◆ Exercise
Once you find the line with "g.fill(path, 'evenodd');" in the entries below, return exactly every line from it through the line with "g.font = font".

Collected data
═══

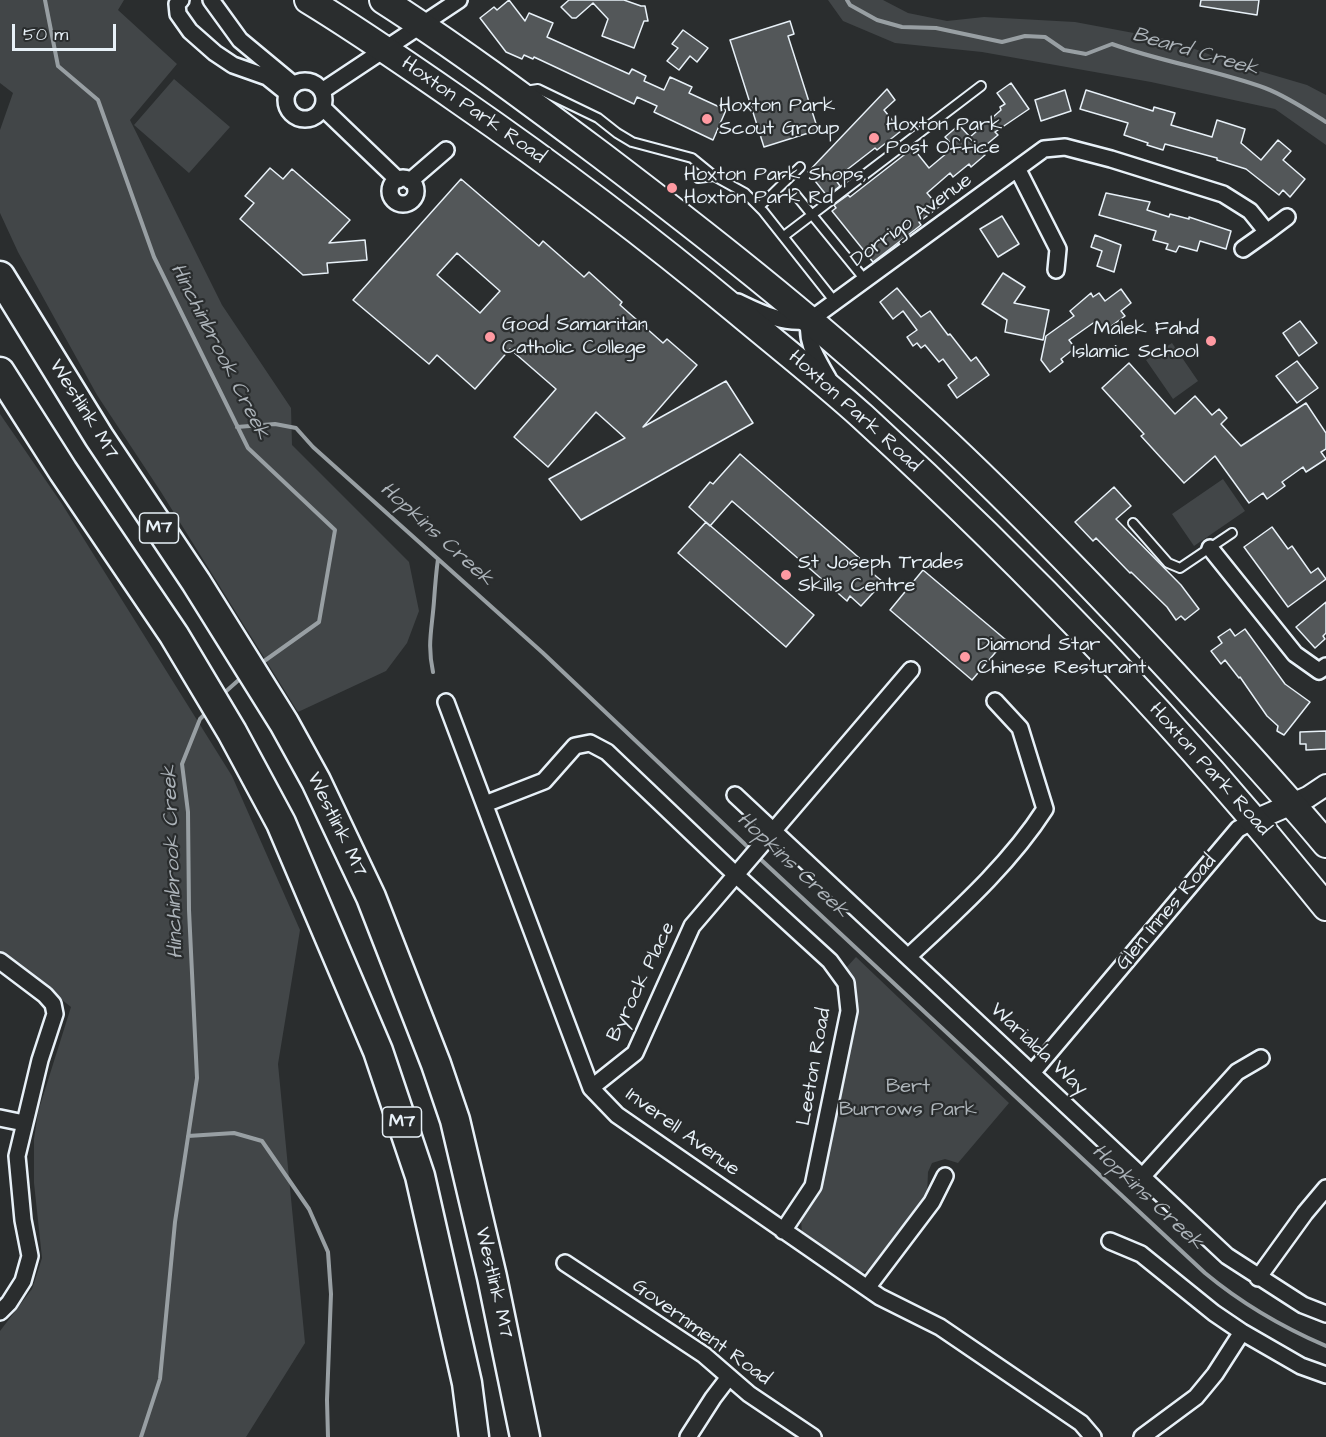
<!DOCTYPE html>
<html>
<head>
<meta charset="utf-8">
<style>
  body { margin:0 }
  #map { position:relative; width:1326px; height:1437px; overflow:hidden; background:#2a2d2e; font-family:"Architects Daughter",sans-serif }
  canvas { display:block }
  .scale { position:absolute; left:12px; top:24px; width:104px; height:27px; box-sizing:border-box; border:3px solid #e8f1f8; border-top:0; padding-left:8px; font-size:18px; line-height:21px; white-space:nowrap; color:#e8f1f8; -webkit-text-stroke:4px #2a2d2e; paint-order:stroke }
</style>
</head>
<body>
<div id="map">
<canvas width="1326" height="1437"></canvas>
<div class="scale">50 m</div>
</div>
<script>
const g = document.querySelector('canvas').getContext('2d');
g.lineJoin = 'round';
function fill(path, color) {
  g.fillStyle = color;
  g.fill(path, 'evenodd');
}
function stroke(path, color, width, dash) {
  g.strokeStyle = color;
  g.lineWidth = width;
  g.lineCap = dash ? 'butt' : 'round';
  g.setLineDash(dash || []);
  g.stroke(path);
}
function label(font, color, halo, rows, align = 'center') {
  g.font = font + ' "Architects Daughter",sans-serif';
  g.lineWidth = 4.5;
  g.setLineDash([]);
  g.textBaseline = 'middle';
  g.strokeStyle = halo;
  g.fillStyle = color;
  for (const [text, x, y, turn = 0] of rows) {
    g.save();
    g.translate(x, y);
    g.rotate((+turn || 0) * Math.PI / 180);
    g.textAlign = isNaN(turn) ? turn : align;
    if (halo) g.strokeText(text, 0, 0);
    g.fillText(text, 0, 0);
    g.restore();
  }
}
fill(new Path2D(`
  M0,0h124l-6,10 59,54 -47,56 92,185 69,103 1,37 117,117 10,49 -12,32 -21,28 -88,41 -137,-220 -64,-97 -79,-143 -18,-39v-83l13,-37 -13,-10z
  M828,0h55l25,13 39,8 37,-4 91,5 96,18 61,23 75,22 19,10v50l-51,-36 -124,-27 -169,-30 -87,-9 -52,-22z
  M174,79l56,48 -41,46 -55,-48z
  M1172,343l26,38 -25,18 -27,-39z
  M0,414l62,90 170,272 68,154 -22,134 27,279 -59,94h-246v-106l32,-42 10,-31 -8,-75v-44l4,-27 33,-105 -71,-56z
  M1223,479l22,32 -51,35 -22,-32z
  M856,957l153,146 -51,60 -13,-4 -13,4 -4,9 -1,25 -52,71 -12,4 -7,-1 -51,-34 -3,-4 -1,-13 20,-36 37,-172 -2,-28 -10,-16z`), '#424648');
stroke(new Path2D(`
  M45,0l13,66 40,34 56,157 94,191 87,82 -16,92 -59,42
  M847,0l3,5 27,15 25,7 34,1 66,14 23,-6 20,1 19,13 22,4 26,-10c50,18 104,26 153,44 21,8 42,22 61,34
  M237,427l38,-3 21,4 17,19 230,206 208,197
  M433,672c-6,-28 -1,-43 1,-71 1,-14 2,-28 4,-42
  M223,694l19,-17
  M756,855l449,418c36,30 77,54 121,73
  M188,1136l46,-3 28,8 47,68 19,43 3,42 -4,106 1,37
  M141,1437l19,-58 15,-157 22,-144 -8,-168 -1,-98 -6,-48 18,-45 8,-8`), '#989fa3', 4);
const building = new Path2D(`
  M509,0l16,21 4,-8 24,10 -6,14 82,37 3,-5 14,7 -2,5 20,9 6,-13 22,10 -3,6 37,17 -13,30 -59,-28 3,-6 -20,-9 -3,7 -100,-47 -1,2 -9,-4 -2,4 -16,-7 -26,-34 14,-11 3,3z
  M569,0h55l17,6h4l3,15h-4l-10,27 -32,-12 6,-17 -15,-16 -17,15h-4l-11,-11z
  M1201,0h58l-2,15 -57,-9z
  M790,21l4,13 -6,2 30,94 -54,17 -34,-107z
  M683,30l25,18 -11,14 -7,-6 -11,14 -12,-9 11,-13 -6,-4z
  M1011,83l18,26 -34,23 3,3 -18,15 5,5 -14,12 -2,-3 -16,13 -3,-4 -23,20 12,14 -20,15 2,3 -48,37 -41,-51 4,-3 -2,-3 14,-10 2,2 63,-49 16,20 25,-21 -9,-10 14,-12 11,12 31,-27 -1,-3 5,-3 -8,-11z
  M887,89l8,11 -11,10 17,21 -24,19 -2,-2 -40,31 5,7 -13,10 -19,-24z
  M1065,90l6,21 -30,10 -6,-21z
  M1086,90l67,21 1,-4 21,6 -4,12 41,12 5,-17 28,9 -4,14 20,17 17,-20 13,11 -8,9 22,19 -15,18 -7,-7 -4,5 -33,-26 -29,-9v-2l-52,-14 -2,6 -16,-5 1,-2 -24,-8 4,-12 -48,-14z
  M270,168l13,11 9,-10 58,51 -21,23 36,-3 2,20 -40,3 1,10 -25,2 -63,-56 14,-16 -9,-7z
  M461,179l78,67 4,-5 41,36 5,-5 33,30 -2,3 43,38 4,-4 30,26 -54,62 83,-46 27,42 -172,97 -32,-41 76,-41 -29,-26 -48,55 -34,-30 42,-48 -46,-40 -35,40 -38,-34 -8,9 -76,-64zM457,253l43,38 -20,22 -43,-38z
  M1106,193l44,9 -3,8 22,7 1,-3 19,5v-2l42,14 -5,18 -26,-8 -3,10 -18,-5 -3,6 -10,-3 2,-5 -15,-4 3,-9 -57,-16z
  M1002,216l17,28 -21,13 -18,-28z
  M1095,235l26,10 -7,27 -17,-6 5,-15 -11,-4z
  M1003,273l22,14 -11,16 35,7 -6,30 -38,-8 2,-12 -25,-16z
  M897,288l24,29 9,-6 18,24 2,-1 21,27 5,-4 13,18 -32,23 -9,-13 9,-7 -14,-19 -4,3 -14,-17 -4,3 -4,-5 -4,3 -6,-9 10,-7 -14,-19 -10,8 -13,-17z
  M1121,289l10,14 -10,8 4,5 -22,16 -7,-11 -27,19 6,8 -14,11 2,3 -13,10 -9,-12 5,-24 28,-20 -4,-5 21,-18 2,4 6,-4 6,8z
  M1300,321l17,22 -18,13 -16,-23z
  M1297,361l21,27 -21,15 -21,-27z
  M1129,363l46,51 20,-18 17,19 7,-6 8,9 -6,6 20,22 65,-43 20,30v16l-5,3 5,7 -20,13 -3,-5 -21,15 3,4 -18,13 -4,-6 -14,10 -34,-47 -31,27 -43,-47 3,-2 -42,-46z
  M740,454l133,116 -2,2 12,10 -22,24 -11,-10 -3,5 -115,-100 -22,25 -21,-19 21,-25 3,2z
  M1114,487l17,19 -15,13 65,66 18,24 -14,11 -4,-4 -5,4 -9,-13 -36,-35 -1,1 -34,-35 -3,3 -18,-19z
  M706,522l108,93 -28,32 -108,-94z
  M1272,527l16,22 4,-3 19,27 7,-5 8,11 -38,28 -44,-60z
  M923,570l83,70 -34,40 -82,-70z
  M1326,602v31l-3,3 2,3 -10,9 -19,-21z
  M1230,629l5,7 10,-7 40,55 25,18 -26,33 -7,-4 1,-5 -11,-10 -27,-39 -1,1 -14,-18 -4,4 -10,-13 11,-8 -4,-6z
  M1326,731v18l-20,1v-6h-6v-12z`);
fill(building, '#535759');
stroke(building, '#e8f1f8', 1.5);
const service = new Path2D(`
  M525,91l13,-2 60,29 19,15 15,9 60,16 22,18
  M698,178l16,-2 31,17 18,18 72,91
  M795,194l71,87
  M759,207l41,-40
  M784,236l197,-150
  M1133,523l35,40 12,5 52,-35`);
const minor = new Path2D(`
  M181,0l-4,4 1,10 12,17 25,22 18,12 34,12 20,16
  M211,0l29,40 53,44
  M286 100a19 19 0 1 1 38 0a19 19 0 1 1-38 0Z
  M322,91l137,-91
  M323,108l75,72
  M1018,170l40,79 -2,21
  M390 191a13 13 0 1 1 26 0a13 13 0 1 1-26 0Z
  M410,181l36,-31
  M1243,249l24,-17
  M738,302c23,11 46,23 72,18l234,-171 21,-2 46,12 112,35 27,17 17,21 20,-15
  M810,320c-6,21 8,40 18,58
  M1210,548l85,106 24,17 7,-5
  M446,702l145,386 26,27 250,173 13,9 60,30 141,96 12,14
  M735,795l492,461 76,49 23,9
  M485,804l59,-23 31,-35 15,-3 17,9 129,123 94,86 16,22 3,28 -36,175 -30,45
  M908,957c49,-46 101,-92 137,-148l-25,-81 -25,-27
  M0,961l45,34 8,9 2,10 -15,46 -23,96 6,64 7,36 -7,25 -14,22 -9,9
  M1032,1073l206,-244 17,-9
  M591,1088l44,-35 57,-127 219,-256
  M0,1118l24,5
  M1142,1177l95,-105 24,-14
  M1110,1241l31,13 73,59 28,19 59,34 25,9
  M565,1263l139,92 45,39 64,43
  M1258,1278l47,-65 21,-25
  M867,1288l65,-86 13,-26
  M688,1437l25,-39 16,-21
  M1142,1437l54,-40 19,-23 27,-42`);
const tertiary = new Path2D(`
  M1255,820l53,-23 18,-12`);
const primary = new Path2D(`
  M308,0c51,31 100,65 149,99 97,67 190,137 280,212 42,35 85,69 126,106 166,152 322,315 463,490
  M383,0c75,48 147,102 218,155 104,79 206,159 302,247 94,85 183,177 270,271 52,57 104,112 153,171`);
const motorway = new Path2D(`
  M0,276l99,161 97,145 88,141 32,58 55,116 65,167 19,56 37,157 33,160
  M0,372l63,99 111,164 58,97 49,91 97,228 42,125 47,207 7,54`);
stroke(service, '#e8f1f8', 12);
stroke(minor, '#e8f1f8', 20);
stroke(tertiary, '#e8f1f8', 24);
stroke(primary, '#e8f1f8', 30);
stroke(motorway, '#e8f1f8', 33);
stroke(service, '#2a2d2e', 8);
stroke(minor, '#2a2d2e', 15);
stroke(tertiary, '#2a2d2e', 20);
stroke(primary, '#2a2d2e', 26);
stroke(motorway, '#2a2d2e', 28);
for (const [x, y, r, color] of [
  [707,119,6,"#ff9aa2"],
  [874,138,6,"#ff9aa2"],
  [672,188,6,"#ff9aa2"],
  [490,337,6,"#ff9aa2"],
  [1211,341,6,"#ff9aa2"],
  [786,575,6,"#ff9aa2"],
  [965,657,6,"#ff9aa2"]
]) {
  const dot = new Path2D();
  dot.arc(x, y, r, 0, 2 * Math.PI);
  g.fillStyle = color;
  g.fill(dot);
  stroke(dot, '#2a2d2e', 2);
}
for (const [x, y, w] of [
  [159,528,39],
  [402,1122,39]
]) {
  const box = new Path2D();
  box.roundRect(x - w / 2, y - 15, w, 30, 4.5);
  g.fillStyle = '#2a2d2e';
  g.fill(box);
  stroke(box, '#e8f1f8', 1.5);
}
label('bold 18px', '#e8f1f8', null, [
  ["M7",159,528],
  ["M7",402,1122]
]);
label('20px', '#e8f1f8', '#2a2d2e', [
  ["Hoxton Park",719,107],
  ["Scout Group",719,130],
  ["Hoxton Park",886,126],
  ["Post Office",886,149],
  ["Hoxton Park Shops,",684,176],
  ["Hoxton Park Rd",684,199],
  ["Good Samaritan",502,326],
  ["Catholic College",502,349],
  ["Malek Fahd",1199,330,"right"],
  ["Islamic School",1199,353,"right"],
  ["St Joseph Trades",798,564],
  ["Skills Centre",798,587],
  ["Diamond Star",977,646],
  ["Chinese Resturant",977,669]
], 'left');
label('20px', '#e8f1f8', '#2a2d2e', [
  ["Hoxton Park Road",473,111,35],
  ["Dorrigo Avenue",912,221,-36],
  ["Westlink M7",83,410,58],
  ["Hoxton Park Road",854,412,42],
  ["Hoxton Park Road",1209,770,48],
  ["Westlink M7",336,825,64],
  ["Glen Innes Road",1167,913,-50],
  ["Byrock Place",642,982,-64],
  ["Warialda Way",1038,1050,43],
  ["Leeton Road",815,1067,-80],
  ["Inverell Avenue",682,1133,36],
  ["Westlink M7",493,1283,77],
  ["Government Road",701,1333,36]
]);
label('20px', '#aeb5ba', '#2a2d2e', [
  ["Bert",908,1088],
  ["Burrows Park",908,1111]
]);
label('italic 21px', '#acb3b9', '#2a2d2e', [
  ["Beard Creek",1195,53,16],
  ["Hinchinbrook Creek",219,352,63],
  ["Hopkins Creek",436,535,42],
  ["Hinchinbrook Creek",174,862,-92],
  ["Hopkins Creek",792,866,43],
  ["Hopkins Creek",1147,1198,43]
]);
</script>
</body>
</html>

═══

◆ Your response
  g.fill(path, 'evenodd');
}
function stroke(path, color, width, dash) {
  g.strokeStyle = color;
  g.lineWidth = width;
  g.lineCap = dash ? 'butt' : 'round';
  g.setLineDash(dash || []);
  g.stroke(path);
}
function label(font, color, halo, rows, align = 'center') {
  g.font = font + ' "Architects Daughter",sans-serif';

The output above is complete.